There's no proprietary science here. The whole thing is stock OpenFE 1.11.1 driving OpenMM with Hamiltonian replica exchange — the same openfe plan-rbfe-network / openfe quickrun / openfe gather you'd run by hand. What the three Clusterra templates add is the plumbing around the science: the network→Slurm-array fan-out, spot checkpoint-resume, GPU right-sizing, per-edge cost stamping, and the gather — running on managed Slurm in your AWS account, so you never stand up a cluster. If you already have an HPC engineer and a working OpenFE/Slurm setup, you can run the identical science on that. This post is the fast path.

1. What you'll get, and what it costs

One ΔΔG table for the canonical 10-ligand TYK2 series: a 9-edge minimal-spanning network, per-edge ΔΔG(i→j) vs experiment.
~$33 of your AWS spot, end to end (~$3.7 per edge — an edge being its complex + solvent leg).
An afternoon of wall-clock. The plan and gather steps are minutes on CPU; the GPU edge-legs run in parallel, so 18 single-GPU jobs finish in roughly one long edge's wall time (~4–5 h with spot interruptions), not 18× that.
All in your own account. The network plan, every per-edge result JSON, the cost rollup, and the provenance land on your EFS / in your AWS — not in someone else's tenant.

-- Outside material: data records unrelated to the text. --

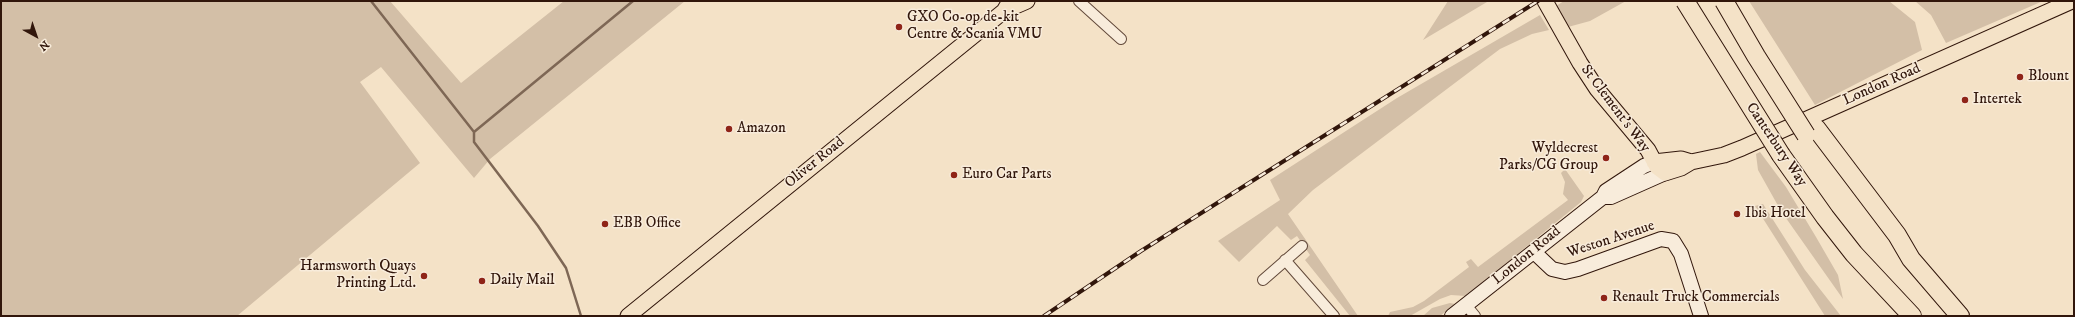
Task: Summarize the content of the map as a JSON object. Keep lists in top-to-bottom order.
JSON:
{
  "streets": {
    "highway": ["Canterbury Way"],
    "main road": ["London Road", "St Clement's Way", "Oliver Road"],
    "street": ["Weston Avenue"]
  },
  "crossings": [
    ["London Road", "St Clement's Way"],
    ["London Road", "Weston Avenue"]
  ],
  "places": [
    "GXO Co-op de-kit Centre & Scania VMU",
    "Blount",
    "Intertek",
    "Amazon",
    "Wyldecrest Parks/CG Group",
    "Euro Car Parts",
    "Ibis Hotel",
    "EBB Office",
    "Harmsworth Quays Printing Ltd.",
    "Daily Mail",
    "Renault Truck Commercials"
  ],
  "north": "bottom right"
}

Expected accuracy, stated honestly up front: MUE 0.38 kcal/mol [95% CI 0.23–0.55], RMSE 0.46, Pearson R 0.85 [−0.29–0.98] on 9 edges, single replicate. That is parity within experimental noise with published TYK2 FEP+ (0.75 / 0.93 / 0.89) and open-source OpenFE (0.75 / 0.94) — not a method that beats them. At n=1 on 9 edges this is a sanity check that the pipeline is wired correctly. More on why in §7.

2. Prereqs

The TYK2 ligand set. Use the canonical set that ships in OpenFE's rbfe_tutorial (also mirrored in OpenFreeEnergy/openfe-benchmarks): 10 ligands — ejm_31, ejm_42, ejm_43, ejm_46, ejm_47, ejm_48, ejm_50 (EJMECH series) and jmc_23, jmc_27, jmc_28 (JMC series) — plus the prepared TYK2 receptor PDB. You need:
a single multi-molecule ligand SDF with valid 3D conformers and correct protonation/tautomer states (OpenFE does not protonate ligands — wrong states silently corrupt every downstream ΔΔG);
the receptor PDB (protonated, capped, loops modeled).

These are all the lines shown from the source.